Changing the Type of a String to a Number
All of the other tricks mentioned above that don't use parseInt, involve implicitly coercing the string into a number. I prefer to do this explicitly,
var cast = Number("97");
This has different behavior to the parse methods (although it still ignores whitespace). It's more strict: if it doesn't understand the whole of the string than it returns NaN, so you can't use it for strings like 97px. Since you want a primitive number rather than a Number wrapper object, make sure you don't put new in front of the Number function.

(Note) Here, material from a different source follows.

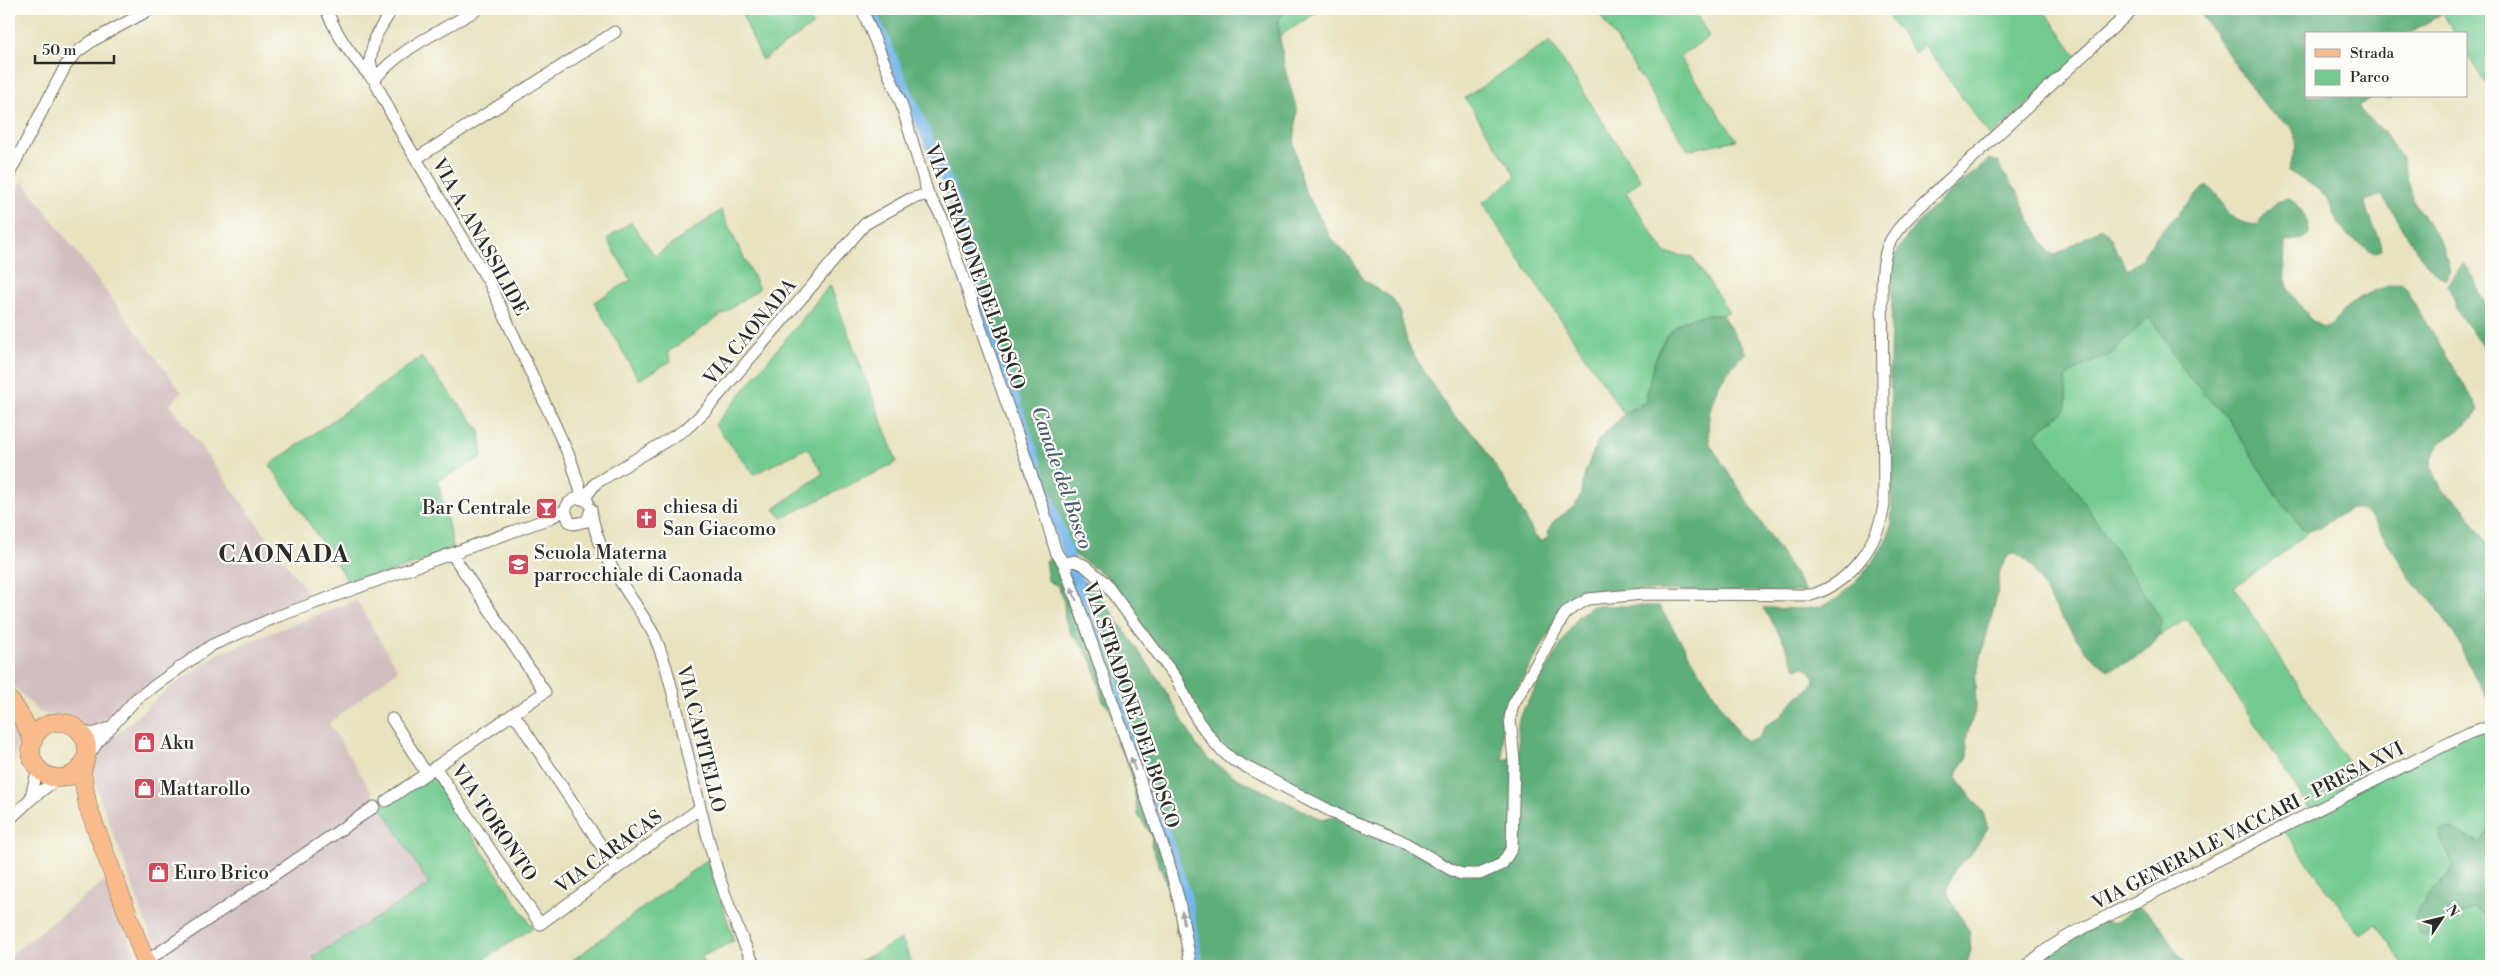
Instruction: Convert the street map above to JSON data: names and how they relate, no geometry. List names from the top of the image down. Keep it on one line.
{"streets":{"street":["VIA A. ANASSILIDE","VIA STRADONE DEL BOSCO","VIA CAONADA","VIA CAPITELLO","VIA TORONTO","VIA GENERALE VACCARI - PRESA XVI","VIA CARACAS"]},"crossings":[["VIA A. ANASSILIDE","VIA CAONADA"],["VIA A. ANASSILIDE","VIA CAPITELLO"],["VIA STRADONE DEL BOSCO","VIA CAONADA"],["VIA CAONADA","VIA CAPITELLO"],["VIA CAPITELLO","VIA CARACAS"],["VIA TORONTO","VIA CARACAS"]],"one_way":["VIA STRADONE DEL BOSCO"],"districts":["CAONADA"],"water":["Canale del Bosco"],"places":{"bar":["Bar Centrale"],"church":["chiesa di San Giacomo"],"school or university":["Scuola Materna parrocchiale di Caonada"],"shop":["Aku","Mattarollo","Euro Brico"]},"legend":["Strada","Parco"],"scale_bar":"50 m","north":"top right"}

Obviously, converting to a Number gives you a value that might be a float rather than an integer, so if you want an integer, you need to modify it. There are a few ways of doing this:
var rounded = Math.floor(Number("97.654")); // other options are Math.ceil, Math.round
var fixed = Number("97.654").toFixed(0); // rounded rather than truncated
var bitwised = Number("97.654")|0; // do not use for large numbers
Any bitwise operator (here I've done a bitwise or, but you could also do double negation as in an earlier answer or a bit shift) will convert the value to a 32 bit integer, and most of them will convert to a signed integer. Note that this will not do want you want for large integers. If the integer cannot be represented in 32 bits, it will wrap.
~~"3000000000.654" === -1294967296
// This is the same as
Number("3000000000.654")|0
"3000000000.654" >>> 0 === 3000000000 // unsigned right shift gives you an extra bit
"300000000000.654" >>> 0 === 3647256576 // but still fails with larger numbers
To work correctly with larger numbers, you should use the rounding methods
Math.floor("3000000000.654") === 3000000000
// This is the same as
Math.floor(Number("3000000000.654"))
Bear in mind that coercion understands exponential notation and Infinity, so 2e2 is 200 rather than NaN, while the parse methods don't.
Custom
It's unlikely that either of these methods do exactly what you want. For example, usually I would want an error thrown if parsing fails, and I don't need support for Infinity, exponentials or leading whitespace. Depending on your use case, sometimes it makes sense to write a custom conversion function.
Always check that the output of Number or one of the parse methods is the sort of number you expect. You will almost certainly want to use isNaN to make sure the number is not NaN (usually the only way you find out that the parse failed).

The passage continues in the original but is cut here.